PROBLEM DETAILS — Give again, word for word, each line below starting at the one that contains "c.setLineDash(dash || []);" and ending at the one that contains "c.translate(x, y);".

(Saved entries)
....

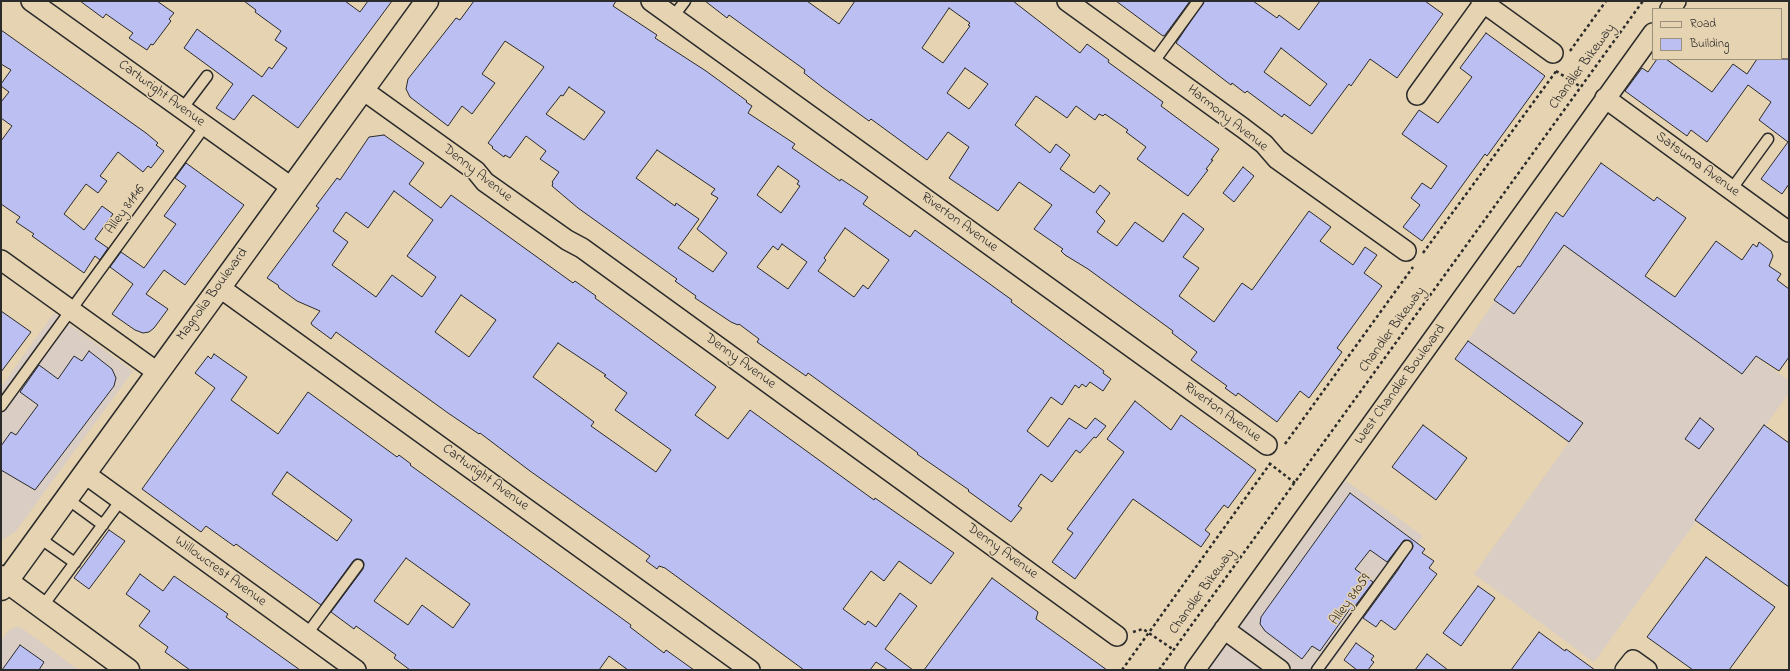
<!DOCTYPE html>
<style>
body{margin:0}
#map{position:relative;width:1790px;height:671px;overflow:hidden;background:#e6d3b1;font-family:"Indie Flower",sans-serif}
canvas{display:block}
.frame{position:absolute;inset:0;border:2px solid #2b2b2b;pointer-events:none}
.legend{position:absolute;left:1652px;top:8px;width:130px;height:52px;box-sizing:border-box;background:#e6d3b1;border:1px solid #9b907b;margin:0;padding:5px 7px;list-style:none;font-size:12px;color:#2b2b2b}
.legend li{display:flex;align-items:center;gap:8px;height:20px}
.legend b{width:20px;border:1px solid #9b907b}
</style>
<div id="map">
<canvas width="1790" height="671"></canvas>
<div class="frame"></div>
<ul class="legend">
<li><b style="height:5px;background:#e6d3b1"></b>Road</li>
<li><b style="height:11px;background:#bcbff1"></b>Building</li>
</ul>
</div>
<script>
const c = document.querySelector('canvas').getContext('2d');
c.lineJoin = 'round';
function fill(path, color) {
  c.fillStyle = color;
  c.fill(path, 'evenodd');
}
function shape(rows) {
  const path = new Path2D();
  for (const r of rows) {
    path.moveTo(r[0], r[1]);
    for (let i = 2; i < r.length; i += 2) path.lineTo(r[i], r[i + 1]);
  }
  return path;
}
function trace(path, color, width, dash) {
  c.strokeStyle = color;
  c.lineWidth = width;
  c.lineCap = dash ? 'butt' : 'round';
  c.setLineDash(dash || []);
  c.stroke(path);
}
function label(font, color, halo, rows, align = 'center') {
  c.font = font + ' "Indie Flower",sans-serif';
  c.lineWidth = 3;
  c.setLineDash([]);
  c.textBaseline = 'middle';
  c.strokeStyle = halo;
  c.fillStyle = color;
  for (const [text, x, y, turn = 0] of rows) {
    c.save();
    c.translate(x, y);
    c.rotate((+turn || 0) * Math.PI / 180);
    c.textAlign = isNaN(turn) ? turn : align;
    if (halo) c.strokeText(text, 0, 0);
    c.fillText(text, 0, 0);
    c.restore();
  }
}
fill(shape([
 [1556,212,1789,381,1789,393,1594,662,1474,574,1569,442,1455,359],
 [54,313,133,371,16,531,1,541,1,387],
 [1342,478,1423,536,1326,670,1206,670],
 [15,627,20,627,79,670,1,670,1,641,8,631]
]), '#d9cdc4');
const building = shape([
 [80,1,157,1,174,13,169,19,171,21,153,45,151,44,147,50,129,38,133,33,106,14,103,18,80,1],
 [244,1,345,1,360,12,368,1,392,1,298,128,253,95,234,120,216,108,233,84,184,48,197,29,262,77,269,67,272,69,287,48,275,40,281,31,255,12,256,10,244,1],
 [474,1,616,1,613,6,657,35,655,38,706,71,747,101,746,102,752,106,748,113,795,144,792,148,840,181,841,179,868,197,863,204,910,237,915,230,919,233,1012,300,1011,302,1104,371,1103,373,1111,379,1103,391,1090,382,1086,387,1082,384,1079,388,1075,385,1062,405,1051,397,1027,431,1048,447,1069,418,1086,429,1095,418,1106,426,1096,438,1094,437,1080,453,1076,450,1052,482,1041,474,1018,506,1022,508,1011,522,968,491,969,490,917,454,918,453,808,373,806,376,757,342,759,339,739,324,738,325,731,322,695,298,696,296,675,281,677,279,578,208,552,186,553,183,552,182,559,172,540,159,546,151,526,136,510,158,505,155,504,157,492,148,493,147,488,143,544,67,540,64,505,41,482,74,495,83,472,114,462,106,448,126,410,97,406,89,408,79,456,18,460,20,474,1],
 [569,87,605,112,584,140,546,114,561,95,563,96,569,87],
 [657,150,715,189,711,194,718,198,697,229,727,253,713,272,678,248,699,219,676,203,675,206,636,178,657,150],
 [778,166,799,181,797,184,800,186,781,213,757,195,778,166],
 [845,228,889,260,868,289,863,285,854,297,818,271,826,260,824,258,845,228],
 [782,244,807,262,788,289,757,267,773,246,778,250,782,244],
 [705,1,807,1,839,24,855,1,1013,1,1080,53,1087,44,1109,60,1108,62,1163,102,1161,106,1219,149,1211,160,1213,160,1206,169,1208,170,1188,196,1137,159,1146,147,1126,132,1128,130,1105,114,1103,116,1099,114,1095,120,1076,106,1067,118,1036,96,1015,125,1050,153,1056,144,1070,155,1060,169,1094,193,1100,185,1110,193,1096,212,1105,221,1097,232,1117,246,1135,222,1163,242,1183,213,1204,229,1183,257,1199,268,1179,296,1214,322,1242,283,1252,290,1309,211,1331,227,1320,241,1353,265,1365,247,1377,255,1364,273,1382,286,1337,348,1342,352,1309,398,1300,391,1277,422,1238,393,1236,396,1225,388,1227,386,1191,360,1197,352,1172,333,1173,331,1088,269,1065,255,1061,251,1063,249,1034,229,1052,205,1019,182,998,211,949,178,969,147,948,132,927,160,871,119,869,121,822,87,804,73,805,70,729,15,727,18,705,1],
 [949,8,970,23,968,25,970,26,943,63,922,48,949,8],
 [965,68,988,84,969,109,947,93,965,68],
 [1116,1,1190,1,1165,35,1163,36,1116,1],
 [1204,1,1253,1,1277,18,1279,15,1299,30,1320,1,1425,1,1443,14,1397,78,1370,59,1351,86,1349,84,1312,134,1284,114,1282,117,1247,91,1245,93,1232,83,1231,85,1176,43,1204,1],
 [1281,48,1327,84,1310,106,1264,72,1281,48],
 [1,30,146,133,158,143,156,145,164,151,151,168,148,166,143,172,118,152,100,176,107,181,98,193,86,184,64,214,84,230,102,206,113,214,95,239,108,248,100,260,95,256,84,273,32,236,34,234,16,222,20,217,1,204,1,141,12,126,1,118,1,102,9,92,1,86,1,84,11,70,1,64,1,30],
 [1486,33,1545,76,1487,156,1485,154,1422,241,1403,227,1420,205,1411,198,1422,183,1431,189,1447,166,1402,134,1419,110,1438,123,1472,77,1460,68,1486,33],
 [1657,59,1666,59,1712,92,1733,64,1747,74,1757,59,1789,59,1789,184,1782,194,1761,179,1788,142,1759,120,1771,102,1748,85,1707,142,1691,130,1687,136,1625,91,1642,68,1648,72,1657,59],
 [384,135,424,163,409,184,441,208,451,195,573,283,575,281,596,296,595,298,716,387,695,415,728,439,750,410,874,500,875,498,954,553,931,584,899,561,884,581,871,571,843,609,865,625,868,621,876,627,900,593,917,606,885,649,913,670,888,670,876,662,870,670,804,670,665,568,659,566,657,569,646,561,650,556,530,471,480,433,479,434,448,413,336,332,331,339,312,325,311,323,320,311,297,301,279,288,278,285,267,278,319,208,316,206,337,178,340,180,369,137,384,135],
 [394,191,433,220,407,256,436,277,422,297,392,275,376,297,332,265,348,242,333,231,346,212,368,228,394,191],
 [461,295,496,320,469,357,435,332,461,295],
 [558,343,606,375,604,376,627,393,615,410,671,450,656,472,591,426,594,422,533,377,558,343],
 [186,163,244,205,185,285,164,270,146,294,168,309,154,328,149,332,143,333,135,330,112,314,133,284,110,267,121,252,144,268,176,224,164,216,186,186,175,178,186,163],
 [1601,163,1654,201,1657,197,1686,218,1645,276,1675,297,1716,241,1742,260,1753,244,1757,247,1759,242,1771,251,1773,256,1769,266,1781,274,1777,280,1789,289,1789,357,1779,371,1756,356,1742,374,1564,245,1514,314,1494,300,1518,266,1520,267,1556,212,1563,217,1601,163],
 [1243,167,1254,176,1234,202,1223,193,1243,167],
 [1,311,31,332,1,372,1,311],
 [1468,341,1583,423,1569,442,1455,359,1468,341],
 [89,351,112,369,116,378,114,386,35,490,1,470,1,446,11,432,16,435,38,405,20,392,39,365,58,379,74,356,82,361,89,351],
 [214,354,247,377,231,400,278,434,308,392,397,457,399,455,411,464,410,465,631,625,630,627,664,653,666,650,694,670,628,670,609,656,599,670,410,670,394,658,396,655,356,626,354,629,331,612,363,569,364,563,362,560,356,559,353,561,321,605,236,544,234,546,206,526,201,532,142,489,215,388,195,373,208,356,211,359,214,354],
 [287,472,352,520,337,541,272,494,287,472],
 [406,558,470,604,453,628,422,605,408,625,374,601,406,558],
 [1135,401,1171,430,1181,415,1256,470,1228,508,1224,505,1205,530,1210,534,1201,547,1133,499,1075,579,1052,562,1073,533,1067,529,1124,452,1107,439,1135,401],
 [1700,418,1714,429,1699,449,1685,439,1700,418],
 [1423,425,1467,458,1436,500,1392,467,1423,425],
 [1764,425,1789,443,1789,587,1695,520,1764,425],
 [1350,493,1425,549,1422,553,1434,561,1429,568,1437,574,1395,630,1381,620,1376,627,1363,618,1398,570,1413,546,1410,541,1404,540,1387,562,1370,550,1355,569,1373,582,1352,610,1350,609,1320,651,1312,646,1302,659,1265,631,1260,624,1261,617,1350,493],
 [109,530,125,541,89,589,74,578,109,530],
 [1706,557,1775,607,1729,670,1693,670,1647,637,1706,557],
 [140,574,163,591,174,576,228,614,226,617,300,670,190,670,165,652,168,647,139,626,150,611,126,594,140,574],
 [992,578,1038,612,1036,619,1107,670,924,670,992,578],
 [1478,586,1495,598,1461,646,1443,633,1478,586],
 [1539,632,1565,651,1566,649,1595,670,1511,670,1539,632],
 [1356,643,1374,656,1371,660,1374,662,1368,670,1357,670,1344,660,1356,643],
 [20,645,44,662,39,670,2,670,20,645],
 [1427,654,1448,670,1415,670,1427,654]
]);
fill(building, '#bcbff1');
trace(building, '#2b2b2b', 1);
const lane = shape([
 [673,17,685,1],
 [1153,63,1198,1],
 [182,109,207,76],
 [1731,190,1768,139],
 [1,406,205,126],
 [66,498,103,525],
 [38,537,75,563],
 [42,607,121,500],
 [307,634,358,565],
 [1317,670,1407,546]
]);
const street = shape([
 [31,1,291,187],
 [651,1,1267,445],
 [1067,1,1243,128,1264,144,1277,159,1406,251],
 [1481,1,1553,53],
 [1670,9,1676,1],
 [363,90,476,171,485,182,567,240,582,248,1117,636],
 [1417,95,1485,1],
 [1605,98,1789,232],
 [1,260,157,372],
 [219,287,750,670],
 [84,473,356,670],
 [1224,629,1280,670],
 [1195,670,1653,33],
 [1625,670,1633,660,1647,670]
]);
const secondary = shape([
 [1,577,128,670],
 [1,589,427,1]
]);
trace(lane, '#2b2b2b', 13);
trace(street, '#2b2b2b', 22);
trace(secondary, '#2b2b2b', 25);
trace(shape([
 [1570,51,1606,1],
 [1556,71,1581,87],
 [1423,253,1557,70],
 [1285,444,1413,267],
 [1269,463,1295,483],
 [1133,632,1143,629,1174,650],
 [1122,670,1272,461],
 [1159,670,1643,1]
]), '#2b2b2b', 2.5, [3, 3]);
trace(lane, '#e6d3b1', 10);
trace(street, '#e6d3b1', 19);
trace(secondary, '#e6d3b1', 22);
label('14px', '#2b2b2b', '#e6d3b1', [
 ["Chandler Bikeway",1583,67,-54],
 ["Cartwright Avenue",161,94,36],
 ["Harmony Avenue",1227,119,38],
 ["Satsuma Avenue",1697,165,36],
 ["Denny Avenue",477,174,38],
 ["Alley 81146",126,210,-54],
 ["Riverton Avenue",959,223,36],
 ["Magnolia Boulevard",213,295,-54],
 ["Chandler Bikeway",1393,330,-54],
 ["Denny Avenue",740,362,36],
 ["West Chandler Boulevard",1401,385,-54],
 ["Riverton Avenue",1222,413,36],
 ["Cartwright Avenue",485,478,36],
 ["Denny Avenue",1002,552,36],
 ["Willowcrest Avenue",220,572,36],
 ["Chandler Bikeway",1203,592,-54],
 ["Alley 81059",1351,600,-54]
]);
</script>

....

TASK OUTPUT —
  c.setLineDash(dash || []);
  c.stroke(path);
}
function label(font, color, halo, rows, align = 'center') {
  c.font = font + ' "Indie Flower",sans-serif';
  c.lineWidth = 3;
  c.setLineDash([]);
  c.textBaseline = 'middle';
  c.strokeStyle = halo;
  c.fillStyle = color;
  for (const [text, x, y, turn = 0] of rows) {
    c.save();
    c.translate(x, y);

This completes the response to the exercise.